English: View of the Pahalgam Valley Source : Wikipedia

Le Kashmir est une des régions les plus militarisées au monde. Héritage absurde de la « partition » britannique à la fin de la période coloniale, le territoire est soumis depuis 1947 à des tensions débouchant sur des conflits plus ou moins violents et plus ou moins larvés entre les puissances qui se disputent ce pays de montagne, l’Inde, le Pakistan et la Chine, dans le cadre d’une compétition géopolitique, des affirmations nationalistes, la lutte pour les ressources (notamment l’eau). Les communautés locales, principalement musulmanes, sont pigées dans ces conflits et leur luttes pour leur accès au droit, et notamment à la citoyenneté pleine et entière, ou à l’établissement de processus démocratiques dans la région, sont réprimées le plus souvent, et soumises à des absurdités juridico-bureaucratiques permanentes. D’innombrables checkpoints freinent et interrompent la mobilité des natifs, tandis que l’Inde réaffirme sa présence « postcoloniale », en incitant un repeuplement hindou dans la région, mais aussi en développant le tourisme. L’attaque contre un groupe de touristes indiens survenue le 22 avril 2025 s’inscrit dans ce contexte et fournit évidemment l’occasion rêvée pour le pouvoir Indien pour accentuer la répression contre les indépendantistes Kashmiri (s’il s’agit bien d’eux) et plus généralement contre les défenseurs des droits autochtones et les militants civils. On connaît par cœur malheureusement les conséquences de ce genre d’attaques : que ce soit au Xinjiang Chinois, en Palestine/Israël, en Malaisie, la qualification de terrorisme justifie, s’il en était besoin, une politique répressive accrue, et la violence de l’État.

Concernant la complexité de la situation du Kasmir, on peut lire la synthèse qu’a produite le CNES, « Pakistan-Inde – Kargil et le Cachemire : une frontière conflictuelle sous très hautes tensions militaires ». Cette carte est tirée de leur page web :

Je souhaitais ici traduire quelques extraits d’un article d’Antía Mato Bouzas : « Making State Space: The Symbolic Reorganization of Borders in the Kashmir Borderland », recueilli dans le volume The Palgrave Handbook of New Directions in Kashmir Studies (edité par Haley Duschinski, Mona Bhan, Cabeiri deBergh R, 2023, Palgrave Macmillan)

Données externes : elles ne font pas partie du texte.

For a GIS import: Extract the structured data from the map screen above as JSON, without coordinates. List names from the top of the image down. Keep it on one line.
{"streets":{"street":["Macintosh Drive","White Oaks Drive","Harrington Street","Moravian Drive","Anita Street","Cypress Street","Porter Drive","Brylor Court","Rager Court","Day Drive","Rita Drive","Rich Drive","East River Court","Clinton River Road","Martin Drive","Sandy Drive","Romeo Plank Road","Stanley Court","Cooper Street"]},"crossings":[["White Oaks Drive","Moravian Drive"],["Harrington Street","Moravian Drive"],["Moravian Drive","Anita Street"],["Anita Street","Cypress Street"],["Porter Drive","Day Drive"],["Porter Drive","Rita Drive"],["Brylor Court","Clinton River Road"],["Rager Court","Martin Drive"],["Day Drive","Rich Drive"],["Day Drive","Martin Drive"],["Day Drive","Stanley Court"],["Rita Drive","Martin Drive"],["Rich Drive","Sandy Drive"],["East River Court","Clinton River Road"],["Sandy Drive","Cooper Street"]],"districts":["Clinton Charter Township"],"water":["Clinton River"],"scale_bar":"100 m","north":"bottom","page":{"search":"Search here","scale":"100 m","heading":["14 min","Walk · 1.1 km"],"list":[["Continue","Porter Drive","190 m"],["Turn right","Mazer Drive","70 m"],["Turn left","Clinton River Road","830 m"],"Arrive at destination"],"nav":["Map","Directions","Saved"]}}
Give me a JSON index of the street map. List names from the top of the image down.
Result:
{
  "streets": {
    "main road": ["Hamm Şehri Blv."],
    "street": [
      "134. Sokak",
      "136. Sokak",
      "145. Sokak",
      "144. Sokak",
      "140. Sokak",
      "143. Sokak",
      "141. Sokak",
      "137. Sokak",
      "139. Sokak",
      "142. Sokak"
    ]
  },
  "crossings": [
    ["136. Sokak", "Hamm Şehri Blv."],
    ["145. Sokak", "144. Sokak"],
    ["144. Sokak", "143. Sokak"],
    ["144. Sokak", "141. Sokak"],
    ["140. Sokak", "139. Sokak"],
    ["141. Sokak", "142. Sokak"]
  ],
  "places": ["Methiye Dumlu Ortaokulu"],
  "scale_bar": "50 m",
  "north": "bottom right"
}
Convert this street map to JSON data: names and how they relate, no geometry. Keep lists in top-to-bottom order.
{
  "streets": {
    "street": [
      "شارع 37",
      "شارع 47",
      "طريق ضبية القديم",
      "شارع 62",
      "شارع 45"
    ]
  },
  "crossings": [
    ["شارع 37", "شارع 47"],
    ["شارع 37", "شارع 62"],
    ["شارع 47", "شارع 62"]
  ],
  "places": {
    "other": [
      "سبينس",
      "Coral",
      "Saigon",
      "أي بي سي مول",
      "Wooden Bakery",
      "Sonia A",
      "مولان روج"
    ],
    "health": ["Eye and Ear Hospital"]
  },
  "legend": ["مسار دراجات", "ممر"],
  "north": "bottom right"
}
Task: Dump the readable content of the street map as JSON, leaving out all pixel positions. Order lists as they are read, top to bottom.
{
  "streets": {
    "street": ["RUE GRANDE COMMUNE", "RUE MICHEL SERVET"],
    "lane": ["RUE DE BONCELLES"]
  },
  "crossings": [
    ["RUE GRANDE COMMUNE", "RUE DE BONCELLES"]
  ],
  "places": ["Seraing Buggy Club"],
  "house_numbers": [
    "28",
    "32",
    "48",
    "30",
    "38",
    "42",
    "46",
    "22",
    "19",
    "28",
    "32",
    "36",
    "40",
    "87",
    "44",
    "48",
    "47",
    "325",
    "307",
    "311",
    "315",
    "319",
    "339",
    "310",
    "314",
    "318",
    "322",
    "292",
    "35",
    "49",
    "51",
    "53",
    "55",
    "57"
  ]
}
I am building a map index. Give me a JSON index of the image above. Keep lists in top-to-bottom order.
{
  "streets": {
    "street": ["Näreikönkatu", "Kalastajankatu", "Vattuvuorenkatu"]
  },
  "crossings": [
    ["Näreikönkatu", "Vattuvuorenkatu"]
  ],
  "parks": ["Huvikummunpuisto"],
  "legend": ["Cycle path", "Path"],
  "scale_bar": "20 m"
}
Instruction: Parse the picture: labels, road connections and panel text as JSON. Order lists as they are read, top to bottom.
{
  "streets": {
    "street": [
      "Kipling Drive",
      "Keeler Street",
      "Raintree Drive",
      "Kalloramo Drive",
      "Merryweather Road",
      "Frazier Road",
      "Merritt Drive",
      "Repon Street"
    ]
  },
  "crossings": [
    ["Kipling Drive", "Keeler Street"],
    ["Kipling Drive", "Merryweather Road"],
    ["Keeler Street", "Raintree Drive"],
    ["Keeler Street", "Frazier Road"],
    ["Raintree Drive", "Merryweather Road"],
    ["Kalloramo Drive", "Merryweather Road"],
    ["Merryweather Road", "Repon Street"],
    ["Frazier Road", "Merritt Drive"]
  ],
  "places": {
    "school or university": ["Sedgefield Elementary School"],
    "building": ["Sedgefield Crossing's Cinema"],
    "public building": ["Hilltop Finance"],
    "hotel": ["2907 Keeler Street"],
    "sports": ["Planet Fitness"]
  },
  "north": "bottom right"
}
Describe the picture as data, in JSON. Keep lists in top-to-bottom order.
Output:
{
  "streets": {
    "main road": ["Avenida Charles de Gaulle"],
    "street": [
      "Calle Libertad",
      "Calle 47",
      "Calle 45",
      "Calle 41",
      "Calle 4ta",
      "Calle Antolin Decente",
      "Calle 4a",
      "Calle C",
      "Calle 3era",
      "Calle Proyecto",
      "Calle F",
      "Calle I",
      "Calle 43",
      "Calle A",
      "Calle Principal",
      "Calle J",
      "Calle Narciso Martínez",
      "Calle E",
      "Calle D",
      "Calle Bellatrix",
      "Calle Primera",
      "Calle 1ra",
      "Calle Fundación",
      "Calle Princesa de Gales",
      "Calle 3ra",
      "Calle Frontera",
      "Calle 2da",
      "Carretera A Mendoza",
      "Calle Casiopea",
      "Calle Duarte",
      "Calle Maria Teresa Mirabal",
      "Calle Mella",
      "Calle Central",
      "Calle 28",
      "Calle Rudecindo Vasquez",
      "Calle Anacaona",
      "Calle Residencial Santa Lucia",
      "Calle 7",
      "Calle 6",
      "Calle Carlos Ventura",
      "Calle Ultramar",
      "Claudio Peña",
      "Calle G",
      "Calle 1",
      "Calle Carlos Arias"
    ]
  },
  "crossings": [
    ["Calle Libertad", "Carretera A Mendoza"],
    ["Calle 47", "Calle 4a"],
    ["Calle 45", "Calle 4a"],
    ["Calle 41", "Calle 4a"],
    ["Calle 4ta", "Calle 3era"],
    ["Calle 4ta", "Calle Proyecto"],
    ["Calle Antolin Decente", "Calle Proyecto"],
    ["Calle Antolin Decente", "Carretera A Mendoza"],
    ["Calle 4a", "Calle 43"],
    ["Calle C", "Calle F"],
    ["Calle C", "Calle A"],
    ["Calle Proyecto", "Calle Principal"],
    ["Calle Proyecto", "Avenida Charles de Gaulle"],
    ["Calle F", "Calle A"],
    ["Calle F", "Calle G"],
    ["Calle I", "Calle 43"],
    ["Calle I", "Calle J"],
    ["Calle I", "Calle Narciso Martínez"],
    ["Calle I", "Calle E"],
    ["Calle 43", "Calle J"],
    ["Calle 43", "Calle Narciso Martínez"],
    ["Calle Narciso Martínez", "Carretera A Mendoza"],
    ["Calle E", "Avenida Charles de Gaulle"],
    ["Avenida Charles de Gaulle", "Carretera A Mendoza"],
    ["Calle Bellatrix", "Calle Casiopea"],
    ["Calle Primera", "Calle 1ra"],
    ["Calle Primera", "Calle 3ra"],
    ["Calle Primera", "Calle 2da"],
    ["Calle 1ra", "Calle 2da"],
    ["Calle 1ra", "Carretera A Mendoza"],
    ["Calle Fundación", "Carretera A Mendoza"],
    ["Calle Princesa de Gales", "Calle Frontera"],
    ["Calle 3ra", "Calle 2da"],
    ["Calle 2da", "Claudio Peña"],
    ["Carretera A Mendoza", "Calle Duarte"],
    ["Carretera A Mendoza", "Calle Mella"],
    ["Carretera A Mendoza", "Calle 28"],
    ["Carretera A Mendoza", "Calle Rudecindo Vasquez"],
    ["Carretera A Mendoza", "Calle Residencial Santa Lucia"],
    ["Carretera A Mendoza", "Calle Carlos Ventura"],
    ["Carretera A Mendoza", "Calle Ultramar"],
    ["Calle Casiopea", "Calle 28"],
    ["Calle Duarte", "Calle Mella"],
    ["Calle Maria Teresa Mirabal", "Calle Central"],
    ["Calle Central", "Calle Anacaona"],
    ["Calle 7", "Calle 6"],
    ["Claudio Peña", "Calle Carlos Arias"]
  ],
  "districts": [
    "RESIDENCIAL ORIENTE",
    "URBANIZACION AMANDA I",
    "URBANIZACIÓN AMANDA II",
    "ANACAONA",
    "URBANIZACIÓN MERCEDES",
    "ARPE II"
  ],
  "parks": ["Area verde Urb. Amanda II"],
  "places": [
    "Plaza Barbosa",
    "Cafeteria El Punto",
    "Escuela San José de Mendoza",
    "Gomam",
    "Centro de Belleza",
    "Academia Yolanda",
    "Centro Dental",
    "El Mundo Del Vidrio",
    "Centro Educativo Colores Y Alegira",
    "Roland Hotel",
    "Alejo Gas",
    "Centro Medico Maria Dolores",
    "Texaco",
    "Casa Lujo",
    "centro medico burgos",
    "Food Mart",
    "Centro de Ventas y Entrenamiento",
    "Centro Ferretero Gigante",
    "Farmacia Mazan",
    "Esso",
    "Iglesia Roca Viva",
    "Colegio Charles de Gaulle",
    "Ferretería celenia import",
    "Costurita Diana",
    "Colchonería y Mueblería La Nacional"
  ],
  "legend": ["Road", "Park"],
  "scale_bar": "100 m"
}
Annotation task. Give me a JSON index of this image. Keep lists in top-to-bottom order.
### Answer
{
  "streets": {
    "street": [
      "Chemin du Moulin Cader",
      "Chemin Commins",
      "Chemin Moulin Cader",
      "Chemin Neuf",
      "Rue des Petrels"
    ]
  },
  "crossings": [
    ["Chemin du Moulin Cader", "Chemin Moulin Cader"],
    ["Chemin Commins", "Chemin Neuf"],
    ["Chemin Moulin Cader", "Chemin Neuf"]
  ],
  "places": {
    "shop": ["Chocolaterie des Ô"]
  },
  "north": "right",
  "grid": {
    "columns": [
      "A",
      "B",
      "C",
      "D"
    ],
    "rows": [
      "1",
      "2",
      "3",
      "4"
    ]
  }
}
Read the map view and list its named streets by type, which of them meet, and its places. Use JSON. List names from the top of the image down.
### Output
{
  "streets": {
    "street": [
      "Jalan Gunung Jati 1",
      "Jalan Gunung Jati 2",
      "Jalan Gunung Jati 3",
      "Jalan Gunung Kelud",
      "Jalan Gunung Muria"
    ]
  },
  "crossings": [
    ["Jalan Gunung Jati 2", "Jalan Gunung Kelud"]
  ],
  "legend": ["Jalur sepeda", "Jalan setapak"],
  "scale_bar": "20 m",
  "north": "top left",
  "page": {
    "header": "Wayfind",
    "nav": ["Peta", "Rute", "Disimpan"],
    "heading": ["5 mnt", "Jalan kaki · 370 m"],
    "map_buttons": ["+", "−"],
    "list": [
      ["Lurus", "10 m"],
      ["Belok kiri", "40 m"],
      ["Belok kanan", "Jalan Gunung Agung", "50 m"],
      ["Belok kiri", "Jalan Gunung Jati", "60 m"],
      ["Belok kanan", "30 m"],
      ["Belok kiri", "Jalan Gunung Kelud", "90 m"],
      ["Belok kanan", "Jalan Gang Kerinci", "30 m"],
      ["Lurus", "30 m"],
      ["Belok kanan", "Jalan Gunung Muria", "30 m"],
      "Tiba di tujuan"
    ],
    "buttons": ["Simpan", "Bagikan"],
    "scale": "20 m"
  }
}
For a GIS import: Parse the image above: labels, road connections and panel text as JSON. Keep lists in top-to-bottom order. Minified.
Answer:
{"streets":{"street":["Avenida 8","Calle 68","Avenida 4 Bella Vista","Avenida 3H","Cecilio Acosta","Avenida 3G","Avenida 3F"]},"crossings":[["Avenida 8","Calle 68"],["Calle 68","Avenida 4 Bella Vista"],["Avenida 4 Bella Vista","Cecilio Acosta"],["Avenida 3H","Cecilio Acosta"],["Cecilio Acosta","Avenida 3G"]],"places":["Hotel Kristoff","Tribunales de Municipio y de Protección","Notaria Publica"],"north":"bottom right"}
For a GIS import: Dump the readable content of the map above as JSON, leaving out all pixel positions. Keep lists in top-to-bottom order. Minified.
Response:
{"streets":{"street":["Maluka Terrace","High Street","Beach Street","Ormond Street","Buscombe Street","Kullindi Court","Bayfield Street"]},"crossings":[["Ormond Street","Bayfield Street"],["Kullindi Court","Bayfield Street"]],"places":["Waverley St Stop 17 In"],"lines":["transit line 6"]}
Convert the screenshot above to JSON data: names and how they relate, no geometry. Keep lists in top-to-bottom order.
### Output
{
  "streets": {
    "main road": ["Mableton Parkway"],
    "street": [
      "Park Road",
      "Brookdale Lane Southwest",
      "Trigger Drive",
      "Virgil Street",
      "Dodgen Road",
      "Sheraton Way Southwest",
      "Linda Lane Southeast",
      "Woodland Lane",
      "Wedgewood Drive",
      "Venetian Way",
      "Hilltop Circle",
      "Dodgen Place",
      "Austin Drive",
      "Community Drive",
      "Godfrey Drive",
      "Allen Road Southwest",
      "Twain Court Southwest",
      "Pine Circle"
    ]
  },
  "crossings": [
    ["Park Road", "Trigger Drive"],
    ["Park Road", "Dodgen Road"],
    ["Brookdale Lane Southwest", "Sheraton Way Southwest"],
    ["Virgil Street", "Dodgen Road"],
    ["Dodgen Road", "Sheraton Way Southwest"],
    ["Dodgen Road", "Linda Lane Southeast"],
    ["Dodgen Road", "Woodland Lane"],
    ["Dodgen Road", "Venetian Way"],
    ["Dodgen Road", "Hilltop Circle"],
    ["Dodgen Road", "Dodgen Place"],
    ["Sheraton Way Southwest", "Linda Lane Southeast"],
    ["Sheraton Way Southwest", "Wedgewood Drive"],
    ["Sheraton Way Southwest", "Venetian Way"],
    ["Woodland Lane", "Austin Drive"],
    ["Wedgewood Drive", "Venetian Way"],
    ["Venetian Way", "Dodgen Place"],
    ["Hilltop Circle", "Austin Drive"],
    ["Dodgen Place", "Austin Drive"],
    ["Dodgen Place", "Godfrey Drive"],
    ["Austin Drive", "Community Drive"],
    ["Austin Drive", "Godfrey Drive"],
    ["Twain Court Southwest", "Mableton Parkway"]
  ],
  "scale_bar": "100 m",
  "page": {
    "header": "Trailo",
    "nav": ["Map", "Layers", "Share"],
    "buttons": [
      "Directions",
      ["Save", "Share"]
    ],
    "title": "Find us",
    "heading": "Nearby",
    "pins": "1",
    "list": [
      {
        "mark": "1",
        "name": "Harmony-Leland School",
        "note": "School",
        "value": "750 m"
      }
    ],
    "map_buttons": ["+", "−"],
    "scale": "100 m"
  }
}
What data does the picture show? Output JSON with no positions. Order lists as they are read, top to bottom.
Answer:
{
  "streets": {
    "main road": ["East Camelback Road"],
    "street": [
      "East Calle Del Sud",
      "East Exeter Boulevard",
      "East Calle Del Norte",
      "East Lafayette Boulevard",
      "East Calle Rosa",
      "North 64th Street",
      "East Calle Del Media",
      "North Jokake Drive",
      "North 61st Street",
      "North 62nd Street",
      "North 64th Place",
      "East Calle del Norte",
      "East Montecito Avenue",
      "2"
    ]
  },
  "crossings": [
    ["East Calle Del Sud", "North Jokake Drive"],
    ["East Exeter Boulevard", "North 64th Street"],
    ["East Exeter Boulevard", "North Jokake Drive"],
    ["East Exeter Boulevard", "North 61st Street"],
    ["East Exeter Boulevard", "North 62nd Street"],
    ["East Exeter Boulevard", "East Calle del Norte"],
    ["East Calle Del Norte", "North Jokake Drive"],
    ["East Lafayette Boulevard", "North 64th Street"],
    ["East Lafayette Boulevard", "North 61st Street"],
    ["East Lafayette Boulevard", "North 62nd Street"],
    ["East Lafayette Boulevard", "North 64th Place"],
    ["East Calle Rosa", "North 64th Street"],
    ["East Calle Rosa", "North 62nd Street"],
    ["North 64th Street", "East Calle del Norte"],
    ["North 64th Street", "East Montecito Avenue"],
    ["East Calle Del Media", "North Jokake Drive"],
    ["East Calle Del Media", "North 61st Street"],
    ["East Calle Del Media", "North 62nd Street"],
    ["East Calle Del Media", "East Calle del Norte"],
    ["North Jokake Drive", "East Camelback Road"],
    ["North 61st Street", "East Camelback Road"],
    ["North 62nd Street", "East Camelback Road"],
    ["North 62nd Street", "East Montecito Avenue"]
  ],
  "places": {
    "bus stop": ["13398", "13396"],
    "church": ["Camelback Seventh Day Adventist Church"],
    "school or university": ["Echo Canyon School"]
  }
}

L’autrice, spécialiste des migrations dans en Asie centrale et Moyen-Orient, évoque dans cette enquête auprès des populations locale, comment, apr_ès que le conflit de 1971 ait débouché sur l’établissement d’une nouvelle Ligne de Contrôle, les relations entre des proches qui, soudainement, se retrouvaient de part et d’autre de la frontière, parfois à quelques heures ou jours de marche, ont été prises dans les files d’une bureaucratie délirante, si bien qu’il faut parfois, pour rendre visite à un voisin situé à quelques jours de marche, passer par la frontière terrestre internationale d’Attari/Wagah au Pendjab et par des vols internationaux d’Islamabad à Delhi !

(Voir aussi : Antía Mato Bouzas, Kashmir as a Borderland. The Politics of Space and Belonging across the Line of Control (Asian Borderlands)-Amsterdam University Press (2019)

Carte du Kashmir tirée du livre de Antía Mato Bouzas, Kashmir as a Borderland_ The Politics of Space and Belonging across the Line of Control (Asian Borderlands)-Amsterdam University Press (2019)
Carte du Kashmir tirée du livre de Antía Mato Bouzas, Kashmir as a Borderland_ The Politics of Space and Belonging across the Line of Control (Asian Borderlands)-Amsterdam University Press (2019)

L’entravement des subalternes : immobilisation, mobilisation

Les familles séparées qui vivent à vingt ou trente kilomètres l’une de l’autre ne peuvent pas franchir la ligne de contrôle et sont à la merci de la bureaucratie de l’État pour obtenir l’autorisation de se réunir. L’histoire d’une femme vivant dans un village de l’est du Baltistan, à une trentaine de kilomètres de sa mère âgée et malade, de l’autre côté de la ligne de contrôle, a fait la une des journaux. Pour rendre visite à sa mère dans leur maison ancestrale, elle a dû entreprendre un voyage transfrontalier de plus de 3 000 kilomètres.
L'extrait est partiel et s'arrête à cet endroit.